EXERCISE: If a line in the records below holds the word "service", copy it.
━━━
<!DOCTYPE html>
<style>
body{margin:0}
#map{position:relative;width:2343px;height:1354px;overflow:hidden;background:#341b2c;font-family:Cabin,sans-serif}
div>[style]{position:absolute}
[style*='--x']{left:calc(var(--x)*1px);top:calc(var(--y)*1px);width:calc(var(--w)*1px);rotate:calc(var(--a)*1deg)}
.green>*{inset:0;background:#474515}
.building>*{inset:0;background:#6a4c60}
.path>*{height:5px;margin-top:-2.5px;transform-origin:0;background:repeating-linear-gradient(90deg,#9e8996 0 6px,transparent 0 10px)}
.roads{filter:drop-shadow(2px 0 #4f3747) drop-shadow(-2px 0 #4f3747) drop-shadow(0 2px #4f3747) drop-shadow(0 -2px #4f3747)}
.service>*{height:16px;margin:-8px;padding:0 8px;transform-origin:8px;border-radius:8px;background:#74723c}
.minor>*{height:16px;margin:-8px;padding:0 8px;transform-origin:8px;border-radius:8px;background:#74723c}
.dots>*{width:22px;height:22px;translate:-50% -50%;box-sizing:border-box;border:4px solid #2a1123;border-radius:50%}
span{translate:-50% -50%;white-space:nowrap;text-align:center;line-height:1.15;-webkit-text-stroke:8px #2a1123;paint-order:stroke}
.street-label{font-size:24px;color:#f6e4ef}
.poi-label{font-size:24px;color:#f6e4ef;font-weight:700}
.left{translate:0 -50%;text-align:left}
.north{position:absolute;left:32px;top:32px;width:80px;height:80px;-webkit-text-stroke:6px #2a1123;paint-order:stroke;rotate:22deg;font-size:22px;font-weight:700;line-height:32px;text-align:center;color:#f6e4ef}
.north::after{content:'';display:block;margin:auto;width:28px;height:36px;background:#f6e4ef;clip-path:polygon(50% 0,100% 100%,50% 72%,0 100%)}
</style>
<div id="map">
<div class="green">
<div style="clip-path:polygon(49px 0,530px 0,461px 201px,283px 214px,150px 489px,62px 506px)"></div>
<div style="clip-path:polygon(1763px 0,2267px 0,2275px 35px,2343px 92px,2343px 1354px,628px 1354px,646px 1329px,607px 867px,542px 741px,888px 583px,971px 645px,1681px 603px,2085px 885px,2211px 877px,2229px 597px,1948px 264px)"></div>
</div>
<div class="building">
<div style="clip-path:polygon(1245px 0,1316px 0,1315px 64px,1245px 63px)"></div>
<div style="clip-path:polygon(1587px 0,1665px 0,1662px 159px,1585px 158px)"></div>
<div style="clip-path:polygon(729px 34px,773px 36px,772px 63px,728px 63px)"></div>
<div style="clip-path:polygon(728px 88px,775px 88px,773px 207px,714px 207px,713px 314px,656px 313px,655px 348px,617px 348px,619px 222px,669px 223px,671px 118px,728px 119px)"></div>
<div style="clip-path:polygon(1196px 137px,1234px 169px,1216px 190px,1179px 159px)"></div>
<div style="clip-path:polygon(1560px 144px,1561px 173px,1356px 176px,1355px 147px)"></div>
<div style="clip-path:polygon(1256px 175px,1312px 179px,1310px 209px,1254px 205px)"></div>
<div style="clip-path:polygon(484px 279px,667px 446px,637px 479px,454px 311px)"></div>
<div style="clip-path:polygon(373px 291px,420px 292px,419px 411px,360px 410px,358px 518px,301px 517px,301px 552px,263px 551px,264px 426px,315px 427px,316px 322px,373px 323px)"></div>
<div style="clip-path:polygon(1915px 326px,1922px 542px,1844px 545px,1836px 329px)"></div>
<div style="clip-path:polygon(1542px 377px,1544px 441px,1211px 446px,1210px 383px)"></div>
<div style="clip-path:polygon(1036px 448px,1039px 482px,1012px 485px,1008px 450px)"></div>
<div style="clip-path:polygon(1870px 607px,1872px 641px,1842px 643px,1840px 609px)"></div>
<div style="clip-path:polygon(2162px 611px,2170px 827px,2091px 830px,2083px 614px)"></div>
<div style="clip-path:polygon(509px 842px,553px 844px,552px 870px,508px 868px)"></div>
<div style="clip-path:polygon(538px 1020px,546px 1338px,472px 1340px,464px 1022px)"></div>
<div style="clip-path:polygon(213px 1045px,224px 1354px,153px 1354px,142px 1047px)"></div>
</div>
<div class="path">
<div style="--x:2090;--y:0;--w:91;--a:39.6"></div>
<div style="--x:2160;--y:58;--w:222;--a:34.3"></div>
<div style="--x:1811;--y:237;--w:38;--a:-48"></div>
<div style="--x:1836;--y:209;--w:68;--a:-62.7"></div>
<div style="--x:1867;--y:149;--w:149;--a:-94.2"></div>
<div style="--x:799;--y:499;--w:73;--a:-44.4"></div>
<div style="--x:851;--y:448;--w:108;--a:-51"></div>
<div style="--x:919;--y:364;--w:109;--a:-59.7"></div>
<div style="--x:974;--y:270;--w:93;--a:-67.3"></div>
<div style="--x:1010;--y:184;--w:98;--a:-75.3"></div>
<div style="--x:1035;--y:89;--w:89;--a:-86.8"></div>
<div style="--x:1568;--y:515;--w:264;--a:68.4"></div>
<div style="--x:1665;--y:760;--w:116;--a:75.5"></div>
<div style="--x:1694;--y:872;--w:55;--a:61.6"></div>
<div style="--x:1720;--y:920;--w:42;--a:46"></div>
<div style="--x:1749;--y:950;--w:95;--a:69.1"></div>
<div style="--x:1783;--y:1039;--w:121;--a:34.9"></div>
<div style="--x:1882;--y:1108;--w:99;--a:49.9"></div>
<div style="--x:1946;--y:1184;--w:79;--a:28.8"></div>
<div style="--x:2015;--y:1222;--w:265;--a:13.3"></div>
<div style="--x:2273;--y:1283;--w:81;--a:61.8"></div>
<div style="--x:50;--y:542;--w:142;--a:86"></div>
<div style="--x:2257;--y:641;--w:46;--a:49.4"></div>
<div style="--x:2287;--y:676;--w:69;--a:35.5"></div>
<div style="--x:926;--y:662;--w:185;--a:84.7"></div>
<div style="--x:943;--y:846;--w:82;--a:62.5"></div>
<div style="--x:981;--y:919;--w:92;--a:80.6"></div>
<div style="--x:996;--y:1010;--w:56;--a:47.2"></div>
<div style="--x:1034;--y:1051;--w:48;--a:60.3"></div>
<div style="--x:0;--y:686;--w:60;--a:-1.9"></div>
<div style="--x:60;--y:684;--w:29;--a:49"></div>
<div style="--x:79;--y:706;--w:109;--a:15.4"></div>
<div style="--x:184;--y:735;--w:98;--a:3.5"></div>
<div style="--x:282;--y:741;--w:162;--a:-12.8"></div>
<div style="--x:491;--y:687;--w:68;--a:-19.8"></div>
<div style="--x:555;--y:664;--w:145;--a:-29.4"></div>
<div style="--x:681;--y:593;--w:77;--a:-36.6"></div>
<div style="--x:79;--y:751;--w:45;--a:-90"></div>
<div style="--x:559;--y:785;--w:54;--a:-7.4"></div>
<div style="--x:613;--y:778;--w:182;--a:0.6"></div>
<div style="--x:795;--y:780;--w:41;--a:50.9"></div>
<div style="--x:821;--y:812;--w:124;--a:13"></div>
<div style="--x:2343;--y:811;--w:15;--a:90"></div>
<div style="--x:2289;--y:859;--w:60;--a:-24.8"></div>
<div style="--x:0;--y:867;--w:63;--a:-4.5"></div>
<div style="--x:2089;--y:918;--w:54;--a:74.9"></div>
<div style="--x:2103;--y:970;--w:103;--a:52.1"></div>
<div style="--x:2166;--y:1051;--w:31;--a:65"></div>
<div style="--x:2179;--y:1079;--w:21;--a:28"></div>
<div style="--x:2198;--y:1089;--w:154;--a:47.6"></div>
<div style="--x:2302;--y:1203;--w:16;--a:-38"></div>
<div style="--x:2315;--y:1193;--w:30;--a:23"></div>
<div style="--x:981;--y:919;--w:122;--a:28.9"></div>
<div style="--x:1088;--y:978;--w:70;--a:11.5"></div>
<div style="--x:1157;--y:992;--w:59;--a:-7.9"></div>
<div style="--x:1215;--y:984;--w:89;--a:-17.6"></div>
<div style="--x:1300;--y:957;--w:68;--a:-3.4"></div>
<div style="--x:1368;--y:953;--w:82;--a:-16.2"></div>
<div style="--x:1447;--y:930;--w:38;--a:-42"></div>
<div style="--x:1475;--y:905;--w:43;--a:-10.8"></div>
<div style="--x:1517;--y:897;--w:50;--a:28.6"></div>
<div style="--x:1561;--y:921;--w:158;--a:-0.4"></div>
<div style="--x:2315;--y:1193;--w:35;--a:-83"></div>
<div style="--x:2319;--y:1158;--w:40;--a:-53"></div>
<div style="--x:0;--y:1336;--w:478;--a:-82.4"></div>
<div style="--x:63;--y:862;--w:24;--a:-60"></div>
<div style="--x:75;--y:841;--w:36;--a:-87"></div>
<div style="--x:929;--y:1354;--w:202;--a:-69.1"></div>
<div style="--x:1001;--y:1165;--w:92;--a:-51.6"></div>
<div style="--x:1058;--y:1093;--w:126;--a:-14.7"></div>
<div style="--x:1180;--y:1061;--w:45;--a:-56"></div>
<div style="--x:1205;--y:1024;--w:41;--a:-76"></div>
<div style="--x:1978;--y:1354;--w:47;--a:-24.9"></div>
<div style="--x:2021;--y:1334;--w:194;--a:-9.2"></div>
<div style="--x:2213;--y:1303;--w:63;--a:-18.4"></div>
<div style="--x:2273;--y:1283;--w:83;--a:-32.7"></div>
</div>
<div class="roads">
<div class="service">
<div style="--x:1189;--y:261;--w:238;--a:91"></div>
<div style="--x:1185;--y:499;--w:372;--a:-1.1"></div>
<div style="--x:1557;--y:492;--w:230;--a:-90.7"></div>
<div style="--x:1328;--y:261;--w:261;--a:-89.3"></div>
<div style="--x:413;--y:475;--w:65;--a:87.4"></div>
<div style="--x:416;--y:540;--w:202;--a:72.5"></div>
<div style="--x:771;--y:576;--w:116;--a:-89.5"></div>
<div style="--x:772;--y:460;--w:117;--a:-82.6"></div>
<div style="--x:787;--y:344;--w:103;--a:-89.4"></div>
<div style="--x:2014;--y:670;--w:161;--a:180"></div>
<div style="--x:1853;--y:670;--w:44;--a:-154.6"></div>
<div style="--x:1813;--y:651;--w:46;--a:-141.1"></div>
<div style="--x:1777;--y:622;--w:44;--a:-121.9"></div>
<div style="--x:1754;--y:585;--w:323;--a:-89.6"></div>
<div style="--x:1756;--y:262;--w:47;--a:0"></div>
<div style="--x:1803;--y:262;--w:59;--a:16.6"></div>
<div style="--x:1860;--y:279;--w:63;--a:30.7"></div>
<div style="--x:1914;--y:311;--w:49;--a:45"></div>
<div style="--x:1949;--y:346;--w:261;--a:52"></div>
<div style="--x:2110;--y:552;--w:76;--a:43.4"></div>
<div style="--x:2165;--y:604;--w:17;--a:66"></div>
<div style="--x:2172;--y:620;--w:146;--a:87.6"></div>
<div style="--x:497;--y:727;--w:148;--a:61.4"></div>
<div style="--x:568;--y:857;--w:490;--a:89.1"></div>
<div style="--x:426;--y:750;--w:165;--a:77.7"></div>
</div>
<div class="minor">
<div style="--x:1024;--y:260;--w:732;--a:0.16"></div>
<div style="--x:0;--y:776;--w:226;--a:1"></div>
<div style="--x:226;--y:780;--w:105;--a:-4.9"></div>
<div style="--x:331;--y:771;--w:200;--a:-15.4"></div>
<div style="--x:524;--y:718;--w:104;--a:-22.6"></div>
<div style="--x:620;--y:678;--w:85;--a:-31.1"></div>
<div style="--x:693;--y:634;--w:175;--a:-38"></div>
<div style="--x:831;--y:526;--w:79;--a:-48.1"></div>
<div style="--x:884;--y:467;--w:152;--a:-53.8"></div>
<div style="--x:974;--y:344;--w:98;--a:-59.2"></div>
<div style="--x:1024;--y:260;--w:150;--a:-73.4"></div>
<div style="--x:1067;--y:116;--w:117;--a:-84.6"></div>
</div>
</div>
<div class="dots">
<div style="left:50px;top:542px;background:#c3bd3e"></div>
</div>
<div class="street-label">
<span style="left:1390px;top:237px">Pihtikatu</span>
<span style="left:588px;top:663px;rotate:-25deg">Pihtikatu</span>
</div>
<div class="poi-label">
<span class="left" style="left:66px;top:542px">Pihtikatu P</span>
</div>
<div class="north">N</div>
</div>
━━━
SOLUTION TO THE EXERCISE:
.service>*{height:16px;margin:-8px;padding:0 8px;transform-origin:8px;border-radius:8px;background:#74723c}
<div class="service">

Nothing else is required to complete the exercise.